02th March 2021
Maintaining muscle mass and strength is essential for a healthy life. Genetic muscle disorders (such as muscular dystrophies) cause the muscles to lose their function. In addition, cancer patients often suffer from loss of muscle strength and simply when aging people lose muscle mass. To date, there are no methods available for all these conditions to treat this muscle breakdown. The possibilities for a successful research are therefore endless. That was reason enough for the European Interreg programme and various public authorities to support research with a multi-million dollar grant.

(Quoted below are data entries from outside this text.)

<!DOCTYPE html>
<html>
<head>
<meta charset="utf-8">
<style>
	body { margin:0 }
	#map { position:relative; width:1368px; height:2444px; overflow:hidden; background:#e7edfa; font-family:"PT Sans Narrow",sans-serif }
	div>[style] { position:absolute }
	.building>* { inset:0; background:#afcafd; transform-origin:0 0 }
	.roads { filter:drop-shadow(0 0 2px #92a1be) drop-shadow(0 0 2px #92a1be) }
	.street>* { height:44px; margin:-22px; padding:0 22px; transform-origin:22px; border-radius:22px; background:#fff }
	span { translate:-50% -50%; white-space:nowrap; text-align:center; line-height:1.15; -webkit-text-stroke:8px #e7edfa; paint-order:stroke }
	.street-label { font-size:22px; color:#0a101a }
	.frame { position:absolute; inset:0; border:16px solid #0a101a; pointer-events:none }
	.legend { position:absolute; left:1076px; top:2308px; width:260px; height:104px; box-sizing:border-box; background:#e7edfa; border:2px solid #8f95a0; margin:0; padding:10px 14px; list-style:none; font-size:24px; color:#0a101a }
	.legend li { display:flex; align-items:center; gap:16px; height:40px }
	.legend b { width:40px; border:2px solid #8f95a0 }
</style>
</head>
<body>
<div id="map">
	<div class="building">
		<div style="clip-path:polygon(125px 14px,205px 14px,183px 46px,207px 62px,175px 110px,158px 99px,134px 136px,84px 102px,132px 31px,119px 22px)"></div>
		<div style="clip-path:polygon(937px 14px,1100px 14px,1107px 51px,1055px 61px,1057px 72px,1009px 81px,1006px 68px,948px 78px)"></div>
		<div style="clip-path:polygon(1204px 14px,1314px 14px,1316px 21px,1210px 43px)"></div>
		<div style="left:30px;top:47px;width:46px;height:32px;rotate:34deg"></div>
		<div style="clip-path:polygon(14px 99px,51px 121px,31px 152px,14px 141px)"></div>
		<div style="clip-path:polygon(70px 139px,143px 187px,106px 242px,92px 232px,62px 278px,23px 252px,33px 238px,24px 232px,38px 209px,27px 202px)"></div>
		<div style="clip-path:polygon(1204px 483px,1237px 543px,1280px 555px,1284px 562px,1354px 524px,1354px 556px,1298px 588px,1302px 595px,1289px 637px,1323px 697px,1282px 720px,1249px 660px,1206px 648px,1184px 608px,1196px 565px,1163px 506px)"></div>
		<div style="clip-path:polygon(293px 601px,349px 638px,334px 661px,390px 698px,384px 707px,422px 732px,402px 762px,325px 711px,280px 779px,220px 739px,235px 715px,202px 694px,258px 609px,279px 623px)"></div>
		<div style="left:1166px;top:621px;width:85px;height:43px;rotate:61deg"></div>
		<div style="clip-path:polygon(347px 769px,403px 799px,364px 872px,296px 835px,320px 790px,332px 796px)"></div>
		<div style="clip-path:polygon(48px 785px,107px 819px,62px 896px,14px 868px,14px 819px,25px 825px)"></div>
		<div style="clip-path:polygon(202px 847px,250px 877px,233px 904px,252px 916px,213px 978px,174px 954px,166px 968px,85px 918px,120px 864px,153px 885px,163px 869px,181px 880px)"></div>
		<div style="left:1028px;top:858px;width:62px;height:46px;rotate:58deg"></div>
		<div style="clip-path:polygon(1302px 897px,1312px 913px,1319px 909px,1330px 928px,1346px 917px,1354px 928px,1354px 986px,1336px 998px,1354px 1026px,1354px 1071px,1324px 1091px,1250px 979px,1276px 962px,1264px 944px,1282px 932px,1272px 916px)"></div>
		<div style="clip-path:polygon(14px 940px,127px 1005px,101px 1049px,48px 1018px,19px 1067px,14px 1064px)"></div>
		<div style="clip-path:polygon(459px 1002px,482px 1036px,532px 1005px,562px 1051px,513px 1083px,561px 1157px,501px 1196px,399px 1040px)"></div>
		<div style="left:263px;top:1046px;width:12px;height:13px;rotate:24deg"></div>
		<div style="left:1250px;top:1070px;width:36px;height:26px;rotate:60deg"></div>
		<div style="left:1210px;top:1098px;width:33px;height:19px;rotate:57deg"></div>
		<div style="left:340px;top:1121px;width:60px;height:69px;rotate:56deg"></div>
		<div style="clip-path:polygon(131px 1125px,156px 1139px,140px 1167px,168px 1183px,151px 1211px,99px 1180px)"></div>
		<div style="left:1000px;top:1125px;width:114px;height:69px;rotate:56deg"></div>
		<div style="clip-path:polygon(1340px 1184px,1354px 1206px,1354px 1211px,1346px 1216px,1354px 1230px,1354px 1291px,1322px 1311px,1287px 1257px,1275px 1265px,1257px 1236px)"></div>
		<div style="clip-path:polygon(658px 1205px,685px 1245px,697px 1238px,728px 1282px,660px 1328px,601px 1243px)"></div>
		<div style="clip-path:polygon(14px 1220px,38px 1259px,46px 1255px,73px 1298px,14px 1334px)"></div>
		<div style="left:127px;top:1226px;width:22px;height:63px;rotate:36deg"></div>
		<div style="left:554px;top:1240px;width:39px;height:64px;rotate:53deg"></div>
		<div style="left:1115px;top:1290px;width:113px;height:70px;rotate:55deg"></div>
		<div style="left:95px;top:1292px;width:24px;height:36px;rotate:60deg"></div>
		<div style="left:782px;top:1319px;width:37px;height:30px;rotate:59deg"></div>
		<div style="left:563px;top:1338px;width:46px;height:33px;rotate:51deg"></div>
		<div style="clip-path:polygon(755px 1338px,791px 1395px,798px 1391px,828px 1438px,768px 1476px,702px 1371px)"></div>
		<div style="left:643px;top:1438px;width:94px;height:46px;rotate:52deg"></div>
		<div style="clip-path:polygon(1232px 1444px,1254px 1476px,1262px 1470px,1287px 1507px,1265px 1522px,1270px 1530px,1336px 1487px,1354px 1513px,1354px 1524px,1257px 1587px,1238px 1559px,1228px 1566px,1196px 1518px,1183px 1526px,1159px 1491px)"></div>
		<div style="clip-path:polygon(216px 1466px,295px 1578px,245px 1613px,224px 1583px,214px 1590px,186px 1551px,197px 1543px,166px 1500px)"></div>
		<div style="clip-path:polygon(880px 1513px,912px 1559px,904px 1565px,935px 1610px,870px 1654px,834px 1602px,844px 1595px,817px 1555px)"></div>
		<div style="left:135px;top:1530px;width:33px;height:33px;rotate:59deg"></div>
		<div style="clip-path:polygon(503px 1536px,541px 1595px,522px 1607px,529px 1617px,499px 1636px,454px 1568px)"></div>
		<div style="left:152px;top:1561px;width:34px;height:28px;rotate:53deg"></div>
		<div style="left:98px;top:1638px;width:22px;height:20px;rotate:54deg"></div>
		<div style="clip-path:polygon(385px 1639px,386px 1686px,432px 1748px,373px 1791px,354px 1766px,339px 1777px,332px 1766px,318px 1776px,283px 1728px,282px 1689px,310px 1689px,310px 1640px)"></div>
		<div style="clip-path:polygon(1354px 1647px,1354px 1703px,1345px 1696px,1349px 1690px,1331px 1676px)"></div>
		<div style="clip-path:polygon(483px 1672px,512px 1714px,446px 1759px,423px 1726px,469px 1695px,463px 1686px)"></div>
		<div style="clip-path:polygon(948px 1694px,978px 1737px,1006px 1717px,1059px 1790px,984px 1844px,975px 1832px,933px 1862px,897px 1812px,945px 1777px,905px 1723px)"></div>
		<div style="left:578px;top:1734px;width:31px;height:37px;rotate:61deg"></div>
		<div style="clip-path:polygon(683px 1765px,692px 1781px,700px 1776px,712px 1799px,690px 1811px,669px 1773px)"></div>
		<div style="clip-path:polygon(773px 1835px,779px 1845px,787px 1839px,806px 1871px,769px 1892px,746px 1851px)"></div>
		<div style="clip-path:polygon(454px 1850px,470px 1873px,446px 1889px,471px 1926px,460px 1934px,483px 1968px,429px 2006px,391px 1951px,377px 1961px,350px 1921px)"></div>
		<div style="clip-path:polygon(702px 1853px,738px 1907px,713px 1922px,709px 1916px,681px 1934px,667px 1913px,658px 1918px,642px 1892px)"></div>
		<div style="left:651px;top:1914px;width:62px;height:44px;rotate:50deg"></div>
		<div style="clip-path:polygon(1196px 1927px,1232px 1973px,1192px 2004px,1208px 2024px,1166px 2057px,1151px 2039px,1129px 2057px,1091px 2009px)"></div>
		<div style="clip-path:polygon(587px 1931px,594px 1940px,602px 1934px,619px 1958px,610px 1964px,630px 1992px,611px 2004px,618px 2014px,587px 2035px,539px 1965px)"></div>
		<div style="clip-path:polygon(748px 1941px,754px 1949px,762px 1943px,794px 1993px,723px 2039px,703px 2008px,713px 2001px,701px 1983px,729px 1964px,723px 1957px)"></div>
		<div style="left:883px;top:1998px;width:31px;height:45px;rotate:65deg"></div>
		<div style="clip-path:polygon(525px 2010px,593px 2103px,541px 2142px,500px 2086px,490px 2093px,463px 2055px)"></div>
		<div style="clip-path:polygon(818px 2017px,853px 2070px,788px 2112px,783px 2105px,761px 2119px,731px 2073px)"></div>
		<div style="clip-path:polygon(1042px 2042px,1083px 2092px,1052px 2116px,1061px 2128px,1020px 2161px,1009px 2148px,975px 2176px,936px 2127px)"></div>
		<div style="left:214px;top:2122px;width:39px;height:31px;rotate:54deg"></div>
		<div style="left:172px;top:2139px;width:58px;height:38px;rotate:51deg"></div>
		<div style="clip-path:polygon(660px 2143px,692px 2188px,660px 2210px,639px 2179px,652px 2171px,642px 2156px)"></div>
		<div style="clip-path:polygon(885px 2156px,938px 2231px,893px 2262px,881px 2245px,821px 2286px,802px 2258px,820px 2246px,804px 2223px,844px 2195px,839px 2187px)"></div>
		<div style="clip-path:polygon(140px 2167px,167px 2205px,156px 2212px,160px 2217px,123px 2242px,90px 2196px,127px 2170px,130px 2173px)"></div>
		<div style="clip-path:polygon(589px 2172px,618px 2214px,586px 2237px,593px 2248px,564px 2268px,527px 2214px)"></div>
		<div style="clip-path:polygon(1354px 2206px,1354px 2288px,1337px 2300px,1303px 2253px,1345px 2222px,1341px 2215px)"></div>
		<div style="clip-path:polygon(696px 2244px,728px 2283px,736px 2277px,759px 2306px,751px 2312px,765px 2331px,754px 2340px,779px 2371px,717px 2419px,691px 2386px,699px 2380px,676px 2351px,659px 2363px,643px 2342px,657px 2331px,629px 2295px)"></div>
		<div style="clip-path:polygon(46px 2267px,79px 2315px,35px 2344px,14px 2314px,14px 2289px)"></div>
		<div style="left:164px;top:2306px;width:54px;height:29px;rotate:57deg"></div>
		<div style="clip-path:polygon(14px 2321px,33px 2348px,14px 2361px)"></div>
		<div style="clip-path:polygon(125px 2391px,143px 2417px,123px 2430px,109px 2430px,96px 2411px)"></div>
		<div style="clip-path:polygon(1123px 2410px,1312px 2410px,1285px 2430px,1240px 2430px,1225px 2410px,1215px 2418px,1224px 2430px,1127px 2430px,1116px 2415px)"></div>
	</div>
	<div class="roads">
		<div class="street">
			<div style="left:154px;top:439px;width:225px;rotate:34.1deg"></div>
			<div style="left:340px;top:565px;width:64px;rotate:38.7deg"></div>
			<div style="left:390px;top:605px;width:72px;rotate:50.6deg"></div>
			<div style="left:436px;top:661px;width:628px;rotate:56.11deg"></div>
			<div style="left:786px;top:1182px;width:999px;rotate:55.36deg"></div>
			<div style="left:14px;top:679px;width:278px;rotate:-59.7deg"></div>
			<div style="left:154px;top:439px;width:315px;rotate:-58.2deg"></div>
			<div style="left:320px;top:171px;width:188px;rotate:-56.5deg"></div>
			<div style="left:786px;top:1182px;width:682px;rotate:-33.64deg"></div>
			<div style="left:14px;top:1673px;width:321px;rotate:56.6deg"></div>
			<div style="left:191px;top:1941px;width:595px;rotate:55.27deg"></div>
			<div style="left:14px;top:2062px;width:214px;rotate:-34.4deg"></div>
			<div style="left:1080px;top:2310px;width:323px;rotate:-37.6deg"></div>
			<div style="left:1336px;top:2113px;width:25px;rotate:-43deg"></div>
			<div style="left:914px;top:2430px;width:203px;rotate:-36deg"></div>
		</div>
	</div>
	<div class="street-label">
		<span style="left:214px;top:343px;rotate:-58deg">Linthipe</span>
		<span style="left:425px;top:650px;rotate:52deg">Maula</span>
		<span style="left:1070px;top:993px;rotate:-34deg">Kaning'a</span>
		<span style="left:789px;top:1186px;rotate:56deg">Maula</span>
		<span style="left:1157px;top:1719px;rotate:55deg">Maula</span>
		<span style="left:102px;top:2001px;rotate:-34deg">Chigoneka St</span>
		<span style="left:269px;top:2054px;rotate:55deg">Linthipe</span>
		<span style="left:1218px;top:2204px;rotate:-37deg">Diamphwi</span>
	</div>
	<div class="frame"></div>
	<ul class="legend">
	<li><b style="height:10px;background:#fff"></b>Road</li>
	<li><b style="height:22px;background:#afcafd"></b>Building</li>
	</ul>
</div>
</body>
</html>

The consortium is led by scientists from Maastricht University and Maastricht UMC+. The scientists from Maastricht work together with the Belgian universities in Hasselt, Liège and Leuven, with the German University Hospital of Aachen and with the companies Scannexus and Kenko International. Patients and patient organisations also actively contribute to the cooperation.
Under the name Generate Your Muscle (GYM), the researchers want to promote the production of muscle mass and tissue by means of modified stem cells. In a spin-off company yet to be established, the production of the specific stem cells will be scaled up.
Stem cell therapy
The scientists have previously discovered that a certain type of muscle stem cells (so-called mesoangioblasts) can promote the production of healthy muscle fibers. These stem cells are taken from the patient, in case of a genetic condition corrected, and grown to larger numbers. These body stem cells are then brought back into the bloodstream, after which they move on their own to the affected muscle tissue and ensure recovery on the spot. Part of the Maastricht and Leuven preliminary research was recently published in Stem Cell Research and Therapy, Cell Death & Disease and Methods in Molecular Biology. The aim of Generate Your Muscle is to test the therapy for further safety and effectiveness in patients with hereditary muscle disorders.
"This new clinical trial is therefore a major step forward for this group of patients", says lead researcher Prof. Bert Smeets. "Ultimately, we want to scale up the production of muscle stem cells in a new spin-off company to be set up. With the aim of making the therapy available as widely, cheaply and quickly as possible."